In the copy, include no pictures. Reproduce the rest of the entries exactly.

______

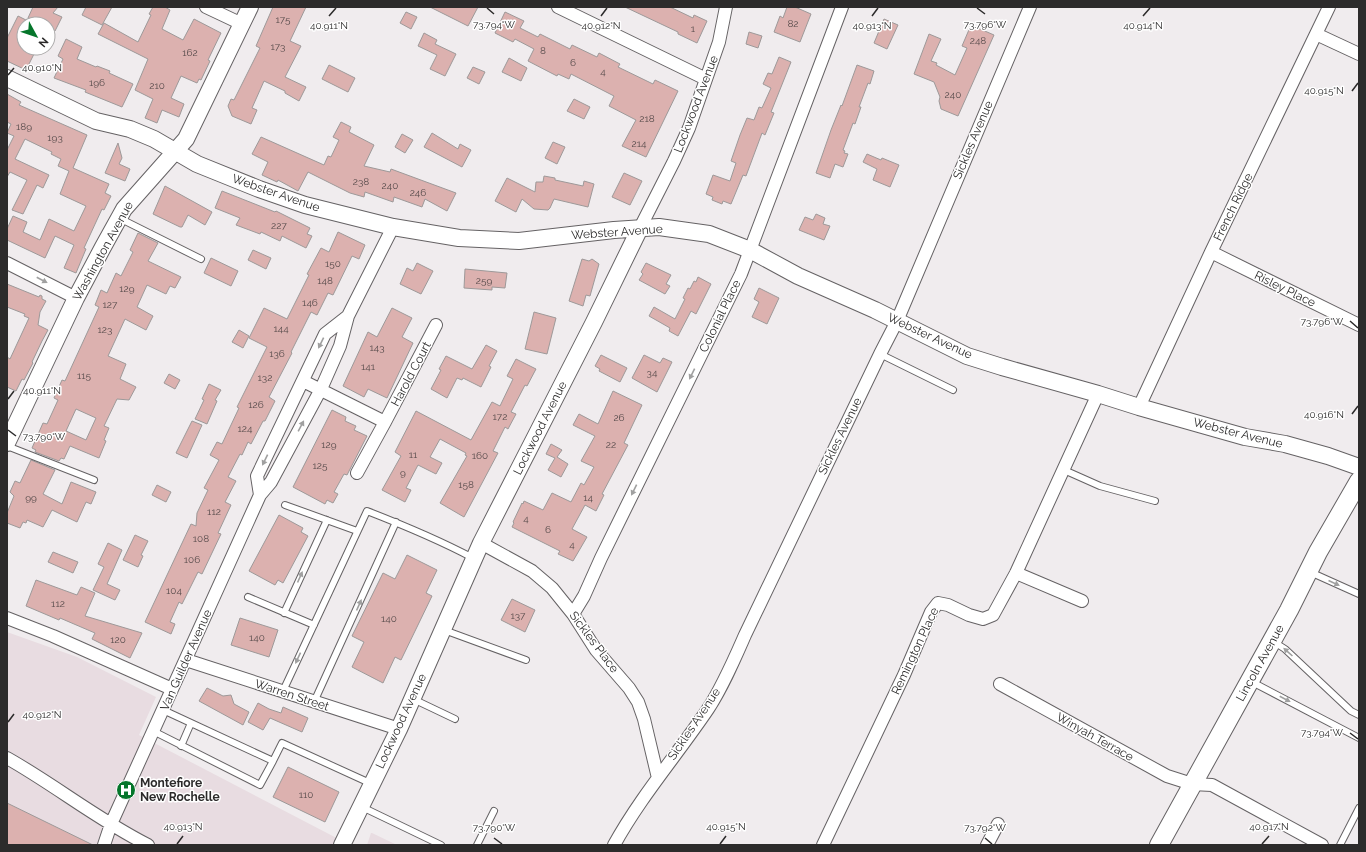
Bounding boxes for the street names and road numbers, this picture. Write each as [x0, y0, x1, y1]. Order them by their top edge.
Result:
street label: Lockwood Avenue [671, 53, 721, 155]
street label: Sickles Avenue [950, 99, 996, 181]
street label: Webster Avenue [230, 171, 322, 215]
street label: French Ridge [1211, 171, 1255, 243]
street label: Washington Avenue [70, 199, 136, 303]
street label: Webster Avenue [571, 222, 663, 242]
street label: Risley Place [1252, 268, 1318, 310]
street label: Colonial Place [696, 278, 744, 354]
street label: Webster Avenue [885, 310, 975, 362]
street label: Harold Court [388, 339, 434, 409]
street label: Lockwood Avenue [510, 379, 570, 477]
street label: Sickles Avenue [815, 395, 865, 477]
street label: Webster Avenue [1192, 415, 1284, 451]
street label: Remington Place [889, 605, 941, 697]
street label: Van Guilder Avenue [157, 607, 215, 713]
street label: Sickles Place [566, 609, 622, 675]
street label: Lincoln Avenue [1233, 622, 1287, 704]
street label: Lockwood Avenue [373, 671, 429, 771]
street label: Warren Street [253, 676, 331, 714]
street label: Sickles Avenue [665, 685, 723, 763]
street label: Winyah Terrace [1054, 710, 1136, 764]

______

### YOUR SOLUTION
Bounding boxes for the street names and road numbers, this picture. Write each as [x0, y0, x1, y1]. Order them by their top edge.
Result:
street label: Lockwood Avenue [671, 53, 721, 155]
street label: Sickles Avenue [950, 99, 996, 181]
street label: Webster Avenue [230, 171, 322, 215]
street label: French Ridge [1211, 171, 1255, 243]
street label: Washington Avenue [70, 199, 136, 303]
street label: Webster Avenue [571, 222, 663, 242]
street label: Risley Place [1252, 268, 1318, 310]
street label: Colonial Place [696, 278, 744, 354]
street label: Webster Avenue [885, 310, 975, 362]
street label: Harold Court [388, 339, 434, 409]
street label: Lockwood Avenue [510, 379, 570, 477]
street label: Sickles Avenue [815, 395, 865, 477]
street label: Webster Avenue [1192, 415, 1284, 451]
street label: Remington Place [889, 605, 941, 697]
street label: Van Guilder Avenue [157, 607, 215, 713]
street label: Sickles Place [566, 609, 622, 675]
street label: Lincoln Avenue [1233, 622, 1287, 704]
street label: Lockwood Avenue [373, 671, 429, 771]
street label: Warren Street [253, 676, 331, 714]
street label: Sickles Avenue [665, 685, 723, 763]
street label: Winyah Terrace [1054, 710, 1136, 764]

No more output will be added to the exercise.